Publication (Outlet/Website): The Good Men Project

Publication Date (yyyy/mm/dd): 2025/11/27

Professor Gordon Guyatt is a Canadian physician, health researcher, and Distinguished Professor at McMaster University, widely recognized as the pioneer of evidence-based medicine (EBM). He coined the term “evidence-based medicine” in 1991, fundamentally transforming how clinicians worldwide evaluate research and make patient care decisions. Guyatt has authored or co-authored thousands of influential papers and is among the most cited health scientists globally. He has also led the development of the GRADE framework for grading evidence and guidelines. His leadership, mentorship, and prolific contributions have profoundly shaped modern clinical epidemiology and guideline development, cementing his legacy in global health research.

Scott Douglas Jacobsen: Outside of epidemiology, was there a discipline in medicine that was an early adopter of EBM? A field that was relatively friendly to it — maybe had some challenges, but nothing foundational — so its acceptance and use of the EBM model was easier?

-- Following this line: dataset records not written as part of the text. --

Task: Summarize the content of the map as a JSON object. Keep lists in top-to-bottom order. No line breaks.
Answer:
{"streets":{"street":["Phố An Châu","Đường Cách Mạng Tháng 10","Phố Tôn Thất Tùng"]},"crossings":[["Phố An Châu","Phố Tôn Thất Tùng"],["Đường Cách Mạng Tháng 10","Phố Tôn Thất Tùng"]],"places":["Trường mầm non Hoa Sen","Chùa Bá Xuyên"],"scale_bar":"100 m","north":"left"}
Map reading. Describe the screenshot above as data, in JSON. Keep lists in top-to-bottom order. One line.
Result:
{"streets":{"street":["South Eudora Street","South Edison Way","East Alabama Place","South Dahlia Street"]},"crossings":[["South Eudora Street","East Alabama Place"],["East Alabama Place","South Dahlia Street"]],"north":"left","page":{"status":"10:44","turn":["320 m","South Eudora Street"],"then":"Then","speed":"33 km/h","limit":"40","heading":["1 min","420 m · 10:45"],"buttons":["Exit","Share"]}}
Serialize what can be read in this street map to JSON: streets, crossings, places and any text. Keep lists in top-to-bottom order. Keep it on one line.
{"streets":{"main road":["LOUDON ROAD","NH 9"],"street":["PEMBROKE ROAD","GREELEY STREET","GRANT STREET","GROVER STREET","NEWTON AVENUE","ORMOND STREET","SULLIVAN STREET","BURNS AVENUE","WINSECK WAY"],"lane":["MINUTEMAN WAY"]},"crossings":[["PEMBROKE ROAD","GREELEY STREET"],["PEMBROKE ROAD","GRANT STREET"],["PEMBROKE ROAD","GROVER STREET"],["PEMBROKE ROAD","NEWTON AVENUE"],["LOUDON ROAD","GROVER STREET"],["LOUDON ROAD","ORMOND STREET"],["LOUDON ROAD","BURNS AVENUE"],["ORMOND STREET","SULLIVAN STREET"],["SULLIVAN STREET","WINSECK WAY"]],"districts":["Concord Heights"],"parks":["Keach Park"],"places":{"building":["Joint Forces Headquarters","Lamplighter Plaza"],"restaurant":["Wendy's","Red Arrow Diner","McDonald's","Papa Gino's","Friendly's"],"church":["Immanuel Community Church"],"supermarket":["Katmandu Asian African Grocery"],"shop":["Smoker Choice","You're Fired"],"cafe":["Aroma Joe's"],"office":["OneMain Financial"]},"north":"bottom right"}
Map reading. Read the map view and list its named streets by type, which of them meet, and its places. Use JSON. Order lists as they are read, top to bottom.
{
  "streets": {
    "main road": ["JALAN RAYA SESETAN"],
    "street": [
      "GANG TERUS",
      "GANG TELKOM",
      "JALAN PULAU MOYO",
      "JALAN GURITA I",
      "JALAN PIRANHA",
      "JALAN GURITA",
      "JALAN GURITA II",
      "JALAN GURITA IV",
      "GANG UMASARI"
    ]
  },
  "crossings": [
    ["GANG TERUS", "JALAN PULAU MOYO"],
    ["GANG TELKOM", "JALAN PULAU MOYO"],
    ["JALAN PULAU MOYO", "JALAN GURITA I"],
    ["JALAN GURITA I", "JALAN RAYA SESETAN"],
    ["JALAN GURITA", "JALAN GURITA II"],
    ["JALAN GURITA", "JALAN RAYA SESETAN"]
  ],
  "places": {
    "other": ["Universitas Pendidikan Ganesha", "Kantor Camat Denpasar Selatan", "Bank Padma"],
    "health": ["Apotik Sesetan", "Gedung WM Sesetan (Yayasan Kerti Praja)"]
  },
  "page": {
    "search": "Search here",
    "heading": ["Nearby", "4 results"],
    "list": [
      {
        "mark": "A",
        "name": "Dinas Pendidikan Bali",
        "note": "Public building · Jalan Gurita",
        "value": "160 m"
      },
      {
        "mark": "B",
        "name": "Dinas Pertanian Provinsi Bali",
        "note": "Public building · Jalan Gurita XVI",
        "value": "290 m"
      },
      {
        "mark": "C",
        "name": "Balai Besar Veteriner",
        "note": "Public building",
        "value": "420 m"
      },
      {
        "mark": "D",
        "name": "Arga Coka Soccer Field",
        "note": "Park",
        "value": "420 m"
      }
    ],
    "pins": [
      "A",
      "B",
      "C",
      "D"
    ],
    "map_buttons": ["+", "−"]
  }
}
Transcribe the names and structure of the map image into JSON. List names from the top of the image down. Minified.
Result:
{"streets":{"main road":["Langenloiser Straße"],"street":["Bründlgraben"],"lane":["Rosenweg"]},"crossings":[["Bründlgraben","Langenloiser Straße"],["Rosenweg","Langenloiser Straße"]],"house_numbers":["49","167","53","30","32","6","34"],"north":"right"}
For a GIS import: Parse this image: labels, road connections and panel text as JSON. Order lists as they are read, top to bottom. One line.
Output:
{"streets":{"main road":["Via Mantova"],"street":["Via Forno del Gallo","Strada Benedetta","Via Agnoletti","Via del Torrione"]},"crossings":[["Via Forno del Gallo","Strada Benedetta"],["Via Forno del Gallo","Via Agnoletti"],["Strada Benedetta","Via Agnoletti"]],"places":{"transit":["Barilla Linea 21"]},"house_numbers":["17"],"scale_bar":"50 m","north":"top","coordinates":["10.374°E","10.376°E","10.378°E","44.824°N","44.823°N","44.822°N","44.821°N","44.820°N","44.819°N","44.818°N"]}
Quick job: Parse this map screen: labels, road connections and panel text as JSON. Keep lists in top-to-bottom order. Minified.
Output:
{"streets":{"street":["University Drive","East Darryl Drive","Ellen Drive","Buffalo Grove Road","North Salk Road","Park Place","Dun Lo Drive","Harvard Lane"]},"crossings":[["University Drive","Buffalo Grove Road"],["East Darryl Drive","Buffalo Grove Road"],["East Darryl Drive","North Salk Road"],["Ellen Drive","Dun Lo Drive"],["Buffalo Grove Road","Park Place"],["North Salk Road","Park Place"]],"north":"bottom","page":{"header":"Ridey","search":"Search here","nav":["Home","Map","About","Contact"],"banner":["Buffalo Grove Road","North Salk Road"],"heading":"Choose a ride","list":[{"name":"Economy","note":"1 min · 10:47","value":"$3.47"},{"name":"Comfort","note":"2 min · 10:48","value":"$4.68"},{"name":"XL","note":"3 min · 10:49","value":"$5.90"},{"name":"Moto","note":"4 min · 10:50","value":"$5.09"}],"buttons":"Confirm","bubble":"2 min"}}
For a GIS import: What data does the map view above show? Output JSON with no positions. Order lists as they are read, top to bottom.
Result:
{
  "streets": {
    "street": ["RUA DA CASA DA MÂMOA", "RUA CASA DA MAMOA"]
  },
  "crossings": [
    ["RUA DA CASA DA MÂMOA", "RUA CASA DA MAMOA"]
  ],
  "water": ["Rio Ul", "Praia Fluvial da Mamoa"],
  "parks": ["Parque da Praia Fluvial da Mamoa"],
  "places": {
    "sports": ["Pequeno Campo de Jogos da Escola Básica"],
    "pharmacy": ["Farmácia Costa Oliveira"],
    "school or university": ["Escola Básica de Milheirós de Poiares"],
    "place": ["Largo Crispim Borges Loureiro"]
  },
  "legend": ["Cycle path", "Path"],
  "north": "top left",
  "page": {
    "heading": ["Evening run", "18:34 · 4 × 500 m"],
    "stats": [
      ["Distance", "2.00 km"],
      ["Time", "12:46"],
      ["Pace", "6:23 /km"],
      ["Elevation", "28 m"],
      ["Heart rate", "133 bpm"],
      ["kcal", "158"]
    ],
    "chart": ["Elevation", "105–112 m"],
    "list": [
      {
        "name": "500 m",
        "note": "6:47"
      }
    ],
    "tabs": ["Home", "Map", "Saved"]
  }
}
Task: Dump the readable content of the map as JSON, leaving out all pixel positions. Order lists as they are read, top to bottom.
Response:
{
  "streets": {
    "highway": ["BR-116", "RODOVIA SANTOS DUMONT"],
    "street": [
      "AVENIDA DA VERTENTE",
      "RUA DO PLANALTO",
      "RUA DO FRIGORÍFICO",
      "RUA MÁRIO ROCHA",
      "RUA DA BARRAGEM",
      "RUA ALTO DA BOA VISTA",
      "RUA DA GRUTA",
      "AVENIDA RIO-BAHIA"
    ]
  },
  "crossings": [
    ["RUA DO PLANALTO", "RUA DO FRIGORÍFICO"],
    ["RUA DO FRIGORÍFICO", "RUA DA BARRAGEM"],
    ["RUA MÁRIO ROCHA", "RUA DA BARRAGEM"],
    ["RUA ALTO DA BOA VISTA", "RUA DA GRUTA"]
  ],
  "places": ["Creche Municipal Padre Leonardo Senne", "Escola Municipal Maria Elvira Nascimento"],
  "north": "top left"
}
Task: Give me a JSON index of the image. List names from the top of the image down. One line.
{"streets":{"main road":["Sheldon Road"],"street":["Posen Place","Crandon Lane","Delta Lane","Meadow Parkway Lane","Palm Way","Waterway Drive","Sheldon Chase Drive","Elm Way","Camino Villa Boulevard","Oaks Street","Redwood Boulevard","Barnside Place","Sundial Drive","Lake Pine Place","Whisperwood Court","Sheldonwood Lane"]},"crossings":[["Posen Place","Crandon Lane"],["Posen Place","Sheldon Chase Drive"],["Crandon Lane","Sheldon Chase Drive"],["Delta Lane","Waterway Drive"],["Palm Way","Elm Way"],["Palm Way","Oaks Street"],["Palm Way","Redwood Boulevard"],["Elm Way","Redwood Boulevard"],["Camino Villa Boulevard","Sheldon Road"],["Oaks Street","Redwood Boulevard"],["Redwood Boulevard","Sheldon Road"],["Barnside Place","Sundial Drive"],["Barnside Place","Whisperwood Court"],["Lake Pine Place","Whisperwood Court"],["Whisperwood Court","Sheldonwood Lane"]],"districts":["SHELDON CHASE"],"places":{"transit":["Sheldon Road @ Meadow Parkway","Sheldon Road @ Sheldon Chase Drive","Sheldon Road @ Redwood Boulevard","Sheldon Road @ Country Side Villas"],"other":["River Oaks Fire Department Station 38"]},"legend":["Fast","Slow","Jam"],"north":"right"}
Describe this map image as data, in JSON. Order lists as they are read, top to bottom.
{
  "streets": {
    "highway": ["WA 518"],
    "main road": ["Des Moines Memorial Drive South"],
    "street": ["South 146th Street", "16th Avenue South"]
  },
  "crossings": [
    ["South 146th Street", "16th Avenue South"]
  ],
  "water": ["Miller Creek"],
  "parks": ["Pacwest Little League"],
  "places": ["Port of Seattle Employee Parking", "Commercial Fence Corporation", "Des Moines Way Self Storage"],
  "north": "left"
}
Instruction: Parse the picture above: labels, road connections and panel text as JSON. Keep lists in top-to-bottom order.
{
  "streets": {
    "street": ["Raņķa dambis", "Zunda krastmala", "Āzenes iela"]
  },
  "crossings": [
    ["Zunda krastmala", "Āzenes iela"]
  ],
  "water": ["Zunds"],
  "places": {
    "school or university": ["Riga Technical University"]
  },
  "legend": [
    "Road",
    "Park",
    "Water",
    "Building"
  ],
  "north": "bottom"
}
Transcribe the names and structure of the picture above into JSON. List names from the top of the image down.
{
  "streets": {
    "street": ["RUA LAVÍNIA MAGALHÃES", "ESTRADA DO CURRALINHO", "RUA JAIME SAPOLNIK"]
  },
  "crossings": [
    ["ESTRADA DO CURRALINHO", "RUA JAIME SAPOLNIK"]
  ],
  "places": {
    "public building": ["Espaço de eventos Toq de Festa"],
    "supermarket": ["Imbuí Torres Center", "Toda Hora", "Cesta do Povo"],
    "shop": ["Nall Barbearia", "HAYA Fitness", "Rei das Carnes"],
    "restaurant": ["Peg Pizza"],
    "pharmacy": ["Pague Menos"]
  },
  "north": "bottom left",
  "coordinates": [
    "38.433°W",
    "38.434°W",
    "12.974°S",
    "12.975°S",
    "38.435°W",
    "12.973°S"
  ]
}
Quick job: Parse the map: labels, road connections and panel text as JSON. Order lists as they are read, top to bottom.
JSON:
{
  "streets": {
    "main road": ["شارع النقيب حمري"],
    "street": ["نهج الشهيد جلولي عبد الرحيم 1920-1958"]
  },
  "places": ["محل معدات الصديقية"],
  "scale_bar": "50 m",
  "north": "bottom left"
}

Prof. Gordon Guyatt: Within medicine, it was general internal medicine — or perhaps more broadly, general medicine — that was the quickest to adopt it. Surgery, much less so. Obstetrics and gynecology, less. Psychiatry, also less.

When you look outside of medicine but within the clinical health sciences — so, nursing, rehabilitation, and related fields — they have now fully integrated EBM principles into their training and practice. So, nursing and allied health fields picked it up not too long after medicine did. Clinical internal medicine was first. Other specialties were slower. Nursing and the rehab sciences came on board not much later. They have incorporated it well.

Now, I am trying to remember another field — I think you are recalling when we discussed resistance in certain areas. For example, there was some pushback in certain parts of oncology. They found it challenging to adapt, partly because we were also talking about GRADE at the time.

Jacobsen: Yes — that was the area I had in mind. There has been notable resistance in oncology and cardiology, correct?

Guyatt: Exactly. Cardiology has developed its system, which has led to its unique approaches. PJ Devereaux, for instance, works in cardiology and has been part of that context. Oncology has also been slower to adopt GRADE fully, although progress is being made.

Jacobsen: That is a good transition. The seven-part Core GRADE framework, which covers essentials, risk of bias, publication bias, indirectness, and translating evidence into recommendations, has now been published. What motivated the launch of the Core GRADE series at this time? What gap did you aim to fill?

Guyatt: I have been making the case for a few years now that, in various ways, the Clinical Evidence and Clinical Epidemiology worlds — which initially aimed to serve the audiences of systematic review authors and guideline developers, but also to help clinicians use medical literature — have become too complicated.

There is always a balance between methodological rigour and simplicity. There is always a trade-off, and one must try to find that balance. But we have lost that balance. As a result, instruments for assessing the risk of bias, for example, have become much too complicated.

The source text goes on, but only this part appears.